19 January 2015

the Berkeley Symphony plays Ades & Tchaikovsky


Last Thursday I was at the Berkeley Symphony for their second concert of the season, a double bill featuring Asyla by Thomas Adès on the first half and the Tchaikovsky Pathétique on the second. Music Director Joana Carneiro conducted. Cavernous Zellerbach Hall was looking quite filled up; it's great to see a symphony drawing big crowds by featuring contemporary music, as the Berkeley Symphony regularly does. The concert opened with a couple of people speaking, which I mostly tuned out, because if they're not going to listen to me on the inadvisability of stage speechifying when your work-night concert doesn't even begin until the ridiculous hour of 8:00, then I'm not going to listen to them talk about . . . whatever it was they talked about. Acknowledgements, I think, and some stuff about the music, all of which was already in the program book.

I had braced myself for the chatting, because that just seems to be a thing they do over there, but once past that the concert was quite enjoyable. Asyla is a big piece, roughly half an hour of concentrated, forceful sounds. Adès wrote it in 1997, when he was moving from surprising prodigy to steady presence in the British new-music scene. The title is the plural of asylum and, we are told, can refer to an asylum as a place of refuge or to an insane asylum (which is another sort of refuge, if not for the inhabitants, then for the society that no longer has to deal with them). The title is significantly plural; there can be multiple refuges, multiple madhouses. This is part of the dramatic tension of the piece; you never are quite in a final refuge. It opens with fantastic percussion, sounding like a gamelan made out of pots and pans, and proceeds from there. The third of the four movements in particular is intense; it is the only one with a name as well as a number: Ecstasio. There's the emotional ecstasy, but also the drug – this movement is supposed to reflect an uneasy night in a nightclub. It's clear that something is going on here, but I wonder how many people would have figured "drugs in a night club" without the key provided by the program. And I wonder if I would have had the same reaction, which is that I was reminded of why I avoided all drugs after some obligatory and very very mild experimentation in my late teen years: the music portrayed the feeling of being trapped in your body, not in the way we're usually trapped in (or by) our bodies, but as if your body has been taken over by some sort of chemical or virus and you just have to curl up and wait it out (the pounding drums, the insistent high-pitched strings) until it passes. That may make the music sound unpleasant, which is not at all the case – the music is very powerfully capturing what (to me at least) is an unpleasant experience, surrendering control of your own body to something that's taken it over. It's quite stunning, and the players were exceptional.

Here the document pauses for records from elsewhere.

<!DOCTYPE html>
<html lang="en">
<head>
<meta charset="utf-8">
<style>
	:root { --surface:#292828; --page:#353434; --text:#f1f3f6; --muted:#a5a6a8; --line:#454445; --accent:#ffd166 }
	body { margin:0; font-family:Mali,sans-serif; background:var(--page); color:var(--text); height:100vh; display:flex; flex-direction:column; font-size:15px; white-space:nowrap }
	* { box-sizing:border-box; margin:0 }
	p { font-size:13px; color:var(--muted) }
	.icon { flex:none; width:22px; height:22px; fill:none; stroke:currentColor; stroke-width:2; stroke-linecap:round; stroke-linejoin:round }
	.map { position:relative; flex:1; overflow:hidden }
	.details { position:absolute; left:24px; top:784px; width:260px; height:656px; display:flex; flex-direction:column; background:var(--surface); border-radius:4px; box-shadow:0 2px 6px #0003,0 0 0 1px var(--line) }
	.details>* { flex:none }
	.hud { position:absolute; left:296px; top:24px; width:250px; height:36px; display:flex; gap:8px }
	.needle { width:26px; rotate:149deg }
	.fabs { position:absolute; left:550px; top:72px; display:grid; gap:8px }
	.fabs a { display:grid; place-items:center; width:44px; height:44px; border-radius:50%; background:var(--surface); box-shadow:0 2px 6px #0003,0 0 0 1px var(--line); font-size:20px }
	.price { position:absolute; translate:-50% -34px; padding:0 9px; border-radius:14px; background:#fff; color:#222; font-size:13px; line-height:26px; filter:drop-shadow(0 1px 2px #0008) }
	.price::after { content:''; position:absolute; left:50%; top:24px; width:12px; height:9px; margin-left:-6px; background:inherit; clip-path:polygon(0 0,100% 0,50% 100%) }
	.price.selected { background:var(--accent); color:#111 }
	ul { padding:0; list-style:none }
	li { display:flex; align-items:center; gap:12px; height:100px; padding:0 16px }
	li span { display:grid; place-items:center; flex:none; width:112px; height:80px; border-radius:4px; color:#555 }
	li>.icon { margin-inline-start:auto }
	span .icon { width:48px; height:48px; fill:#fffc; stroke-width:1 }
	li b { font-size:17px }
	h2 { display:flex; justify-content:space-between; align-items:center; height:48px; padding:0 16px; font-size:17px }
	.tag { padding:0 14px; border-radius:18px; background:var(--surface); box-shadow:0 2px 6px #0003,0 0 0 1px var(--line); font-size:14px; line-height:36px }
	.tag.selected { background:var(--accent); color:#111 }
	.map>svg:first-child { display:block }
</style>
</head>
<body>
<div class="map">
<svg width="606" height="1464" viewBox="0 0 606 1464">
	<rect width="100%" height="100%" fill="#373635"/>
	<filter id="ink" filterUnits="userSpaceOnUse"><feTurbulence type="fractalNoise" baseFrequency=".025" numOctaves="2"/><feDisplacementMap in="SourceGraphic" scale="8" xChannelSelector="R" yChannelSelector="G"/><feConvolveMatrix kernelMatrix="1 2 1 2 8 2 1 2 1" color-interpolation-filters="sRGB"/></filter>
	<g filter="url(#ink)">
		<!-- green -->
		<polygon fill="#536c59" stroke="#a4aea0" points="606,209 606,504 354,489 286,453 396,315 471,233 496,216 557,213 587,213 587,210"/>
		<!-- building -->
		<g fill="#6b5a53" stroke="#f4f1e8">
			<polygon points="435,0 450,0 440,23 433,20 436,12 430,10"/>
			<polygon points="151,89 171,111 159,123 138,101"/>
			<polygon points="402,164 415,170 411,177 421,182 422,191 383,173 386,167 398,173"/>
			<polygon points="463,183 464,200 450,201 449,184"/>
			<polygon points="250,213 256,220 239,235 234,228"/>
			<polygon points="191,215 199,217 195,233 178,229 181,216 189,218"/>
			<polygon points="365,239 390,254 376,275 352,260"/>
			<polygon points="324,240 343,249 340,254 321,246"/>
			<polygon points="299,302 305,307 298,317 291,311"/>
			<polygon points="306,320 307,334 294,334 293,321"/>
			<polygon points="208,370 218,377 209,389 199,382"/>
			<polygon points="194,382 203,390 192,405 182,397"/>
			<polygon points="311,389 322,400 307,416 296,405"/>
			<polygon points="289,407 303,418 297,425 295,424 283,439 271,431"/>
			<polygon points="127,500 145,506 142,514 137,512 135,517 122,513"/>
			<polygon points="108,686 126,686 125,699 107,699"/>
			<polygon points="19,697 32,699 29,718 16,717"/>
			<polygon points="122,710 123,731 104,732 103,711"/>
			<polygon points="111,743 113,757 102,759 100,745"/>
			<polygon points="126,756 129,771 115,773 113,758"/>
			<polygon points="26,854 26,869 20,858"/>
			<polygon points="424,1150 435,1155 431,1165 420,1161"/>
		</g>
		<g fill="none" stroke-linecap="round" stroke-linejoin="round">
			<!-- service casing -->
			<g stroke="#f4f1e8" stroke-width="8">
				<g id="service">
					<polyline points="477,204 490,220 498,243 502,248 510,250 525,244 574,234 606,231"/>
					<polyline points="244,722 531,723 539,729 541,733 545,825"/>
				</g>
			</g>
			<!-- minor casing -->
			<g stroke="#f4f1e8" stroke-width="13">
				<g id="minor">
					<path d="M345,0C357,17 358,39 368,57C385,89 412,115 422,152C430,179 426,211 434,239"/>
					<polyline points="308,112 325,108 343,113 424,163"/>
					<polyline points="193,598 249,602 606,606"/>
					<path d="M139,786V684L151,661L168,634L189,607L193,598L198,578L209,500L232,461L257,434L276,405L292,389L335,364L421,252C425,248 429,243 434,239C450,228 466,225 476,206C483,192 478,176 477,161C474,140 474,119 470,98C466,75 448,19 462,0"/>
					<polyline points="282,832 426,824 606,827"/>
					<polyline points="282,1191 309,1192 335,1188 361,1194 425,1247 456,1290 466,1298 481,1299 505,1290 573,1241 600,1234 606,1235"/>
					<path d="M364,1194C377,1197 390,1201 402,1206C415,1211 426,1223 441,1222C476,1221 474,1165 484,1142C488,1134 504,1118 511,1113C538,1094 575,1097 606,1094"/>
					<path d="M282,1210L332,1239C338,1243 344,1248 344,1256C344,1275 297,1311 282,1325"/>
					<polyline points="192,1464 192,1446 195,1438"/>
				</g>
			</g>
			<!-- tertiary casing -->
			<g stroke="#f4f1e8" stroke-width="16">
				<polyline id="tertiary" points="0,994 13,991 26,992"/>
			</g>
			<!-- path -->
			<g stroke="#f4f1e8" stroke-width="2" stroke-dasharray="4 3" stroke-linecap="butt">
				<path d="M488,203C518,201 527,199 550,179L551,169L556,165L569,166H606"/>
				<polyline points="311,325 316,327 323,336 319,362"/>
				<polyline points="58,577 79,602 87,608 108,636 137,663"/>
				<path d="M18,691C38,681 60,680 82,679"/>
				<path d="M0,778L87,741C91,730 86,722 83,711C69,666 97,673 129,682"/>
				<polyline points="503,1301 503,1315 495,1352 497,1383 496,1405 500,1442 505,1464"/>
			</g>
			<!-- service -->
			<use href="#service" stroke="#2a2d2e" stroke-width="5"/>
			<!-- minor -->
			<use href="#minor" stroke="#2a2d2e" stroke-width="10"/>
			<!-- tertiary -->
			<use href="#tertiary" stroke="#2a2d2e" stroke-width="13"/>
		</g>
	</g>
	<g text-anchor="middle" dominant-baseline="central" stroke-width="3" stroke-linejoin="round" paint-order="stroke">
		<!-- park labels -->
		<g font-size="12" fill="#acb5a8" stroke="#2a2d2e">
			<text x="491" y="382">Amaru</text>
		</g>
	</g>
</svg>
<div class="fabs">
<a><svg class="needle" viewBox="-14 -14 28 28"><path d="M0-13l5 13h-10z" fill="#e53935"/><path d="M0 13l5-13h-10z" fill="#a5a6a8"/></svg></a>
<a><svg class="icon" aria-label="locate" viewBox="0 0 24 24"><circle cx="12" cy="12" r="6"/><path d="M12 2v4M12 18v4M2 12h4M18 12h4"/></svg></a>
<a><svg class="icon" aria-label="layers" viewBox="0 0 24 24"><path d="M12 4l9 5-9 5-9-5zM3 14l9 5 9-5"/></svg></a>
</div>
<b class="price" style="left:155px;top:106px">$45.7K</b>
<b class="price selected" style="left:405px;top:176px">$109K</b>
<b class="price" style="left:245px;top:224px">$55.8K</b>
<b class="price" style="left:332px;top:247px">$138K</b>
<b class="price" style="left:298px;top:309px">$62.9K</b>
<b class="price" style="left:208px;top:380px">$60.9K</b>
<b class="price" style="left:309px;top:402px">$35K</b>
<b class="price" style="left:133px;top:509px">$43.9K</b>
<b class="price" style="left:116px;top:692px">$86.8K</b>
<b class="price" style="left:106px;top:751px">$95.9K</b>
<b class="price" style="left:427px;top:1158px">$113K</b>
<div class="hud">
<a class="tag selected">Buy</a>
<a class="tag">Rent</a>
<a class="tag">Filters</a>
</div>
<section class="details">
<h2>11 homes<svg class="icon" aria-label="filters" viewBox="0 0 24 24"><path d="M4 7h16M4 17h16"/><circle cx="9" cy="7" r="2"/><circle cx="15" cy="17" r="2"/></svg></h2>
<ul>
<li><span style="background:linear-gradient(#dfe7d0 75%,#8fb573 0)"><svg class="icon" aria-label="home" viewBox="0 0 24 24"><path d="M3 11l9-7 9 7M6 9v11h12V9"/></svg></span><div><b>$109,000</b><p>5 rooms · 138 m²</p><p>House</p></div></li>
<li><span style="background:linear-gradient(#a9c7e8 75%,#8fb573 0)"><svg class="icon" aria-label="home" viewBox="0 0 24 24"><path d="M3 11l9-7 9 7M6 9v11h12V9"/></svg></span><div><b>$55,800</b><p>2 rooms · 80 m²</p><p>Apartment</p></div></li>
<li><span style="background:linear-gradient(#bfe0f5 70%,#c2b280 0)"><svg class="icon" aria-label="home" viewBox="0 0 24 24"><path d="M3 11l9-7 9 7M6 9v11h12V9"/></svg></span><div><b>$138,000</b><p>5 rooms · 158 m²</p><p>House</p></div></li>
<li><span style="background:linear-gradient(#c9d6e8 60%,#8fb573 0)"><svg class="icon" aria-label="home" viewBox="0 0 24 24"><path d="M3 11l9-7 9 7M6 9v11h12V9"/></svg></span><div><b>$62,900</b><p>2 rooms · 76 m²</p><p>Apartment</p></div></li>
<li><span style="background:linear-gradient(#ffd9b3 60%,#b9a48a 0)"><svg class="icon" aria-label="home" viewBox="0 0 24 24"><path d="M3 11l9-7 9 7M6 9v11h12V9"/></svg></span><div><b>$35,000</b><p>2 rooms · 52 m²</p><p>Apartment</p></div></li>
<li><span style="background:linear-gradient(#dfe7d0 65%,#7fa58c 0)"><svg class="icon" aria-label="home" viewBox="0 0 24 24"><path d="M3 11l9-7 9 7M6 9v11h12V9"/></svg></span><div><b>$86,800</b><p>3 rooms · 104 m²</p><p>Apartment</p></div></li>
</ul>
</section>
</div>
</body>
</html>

Listening to the Pathétique in the light of Asyla brought out new elements in the familiar piece. It too oscillates wildly between emotional extremes, sighing out in exhaustion at the end. There was an interesting point in Thomas May's program article, which is that if the order of the final two movements had been switched, the symphony would have moved from the sense of exhaustion and anguish towards a triumphant, idealistic finale. This kind of technical change – switching the normal positions of the two types of movement – may seem like a fairly dry thing, but that's how artists produce discomfiting emotional realities.

The Berkeley Symphony's next performance will be 26 February. Carneiro will conduct Ravel's Mother Goose Suite, the Brahms 4, and the world premiere of the orchestral version of Jake Heggie's Camille Claudel: Into the Fire. The latter will feature the superb mezzo-soprano Sasha Cooke. You can find more information or buy tickets here.

2 comments:

John Marcher said...

Thank you for these details on Adès' piece. Your description really makes me want to hear it and I hope to get the chance one day. The orchestrated version of Heggie's Camille Claudet with Cooke is high on my list of performances I'm looking forward to this year.

That's an interesting point by Thomas May- did he mention any other symphonies for which kind of re-ordering may yield a different interpretaion? Or having thought about it, because I suspect you have, do you have any?

Patrick J. Vaz said...

I loved the Ades piece. There is a recording led by Simon Rattle but it's not quite the same thing as hearing it live. When I first saw what the program was I thought maybe the Pathetique was the "now we'll do something everyone knows" portion, but it really did fit in well emotionally with Asyla.

Sasha Cooke is wonderful. But I wonder if the intimacy of the original setting for string quartet isn't the better format for the Claudel piece. I guess we'll see. You did like the original more than I did.

May didn't mention any specific symphonies but he did refer more generally to the Beethoven model of struggle emerging into triumph. It would be interesting to program various symphonies so that the movements appeared in random order, though first you'd have to clear your mind of the order you're used to and expecting.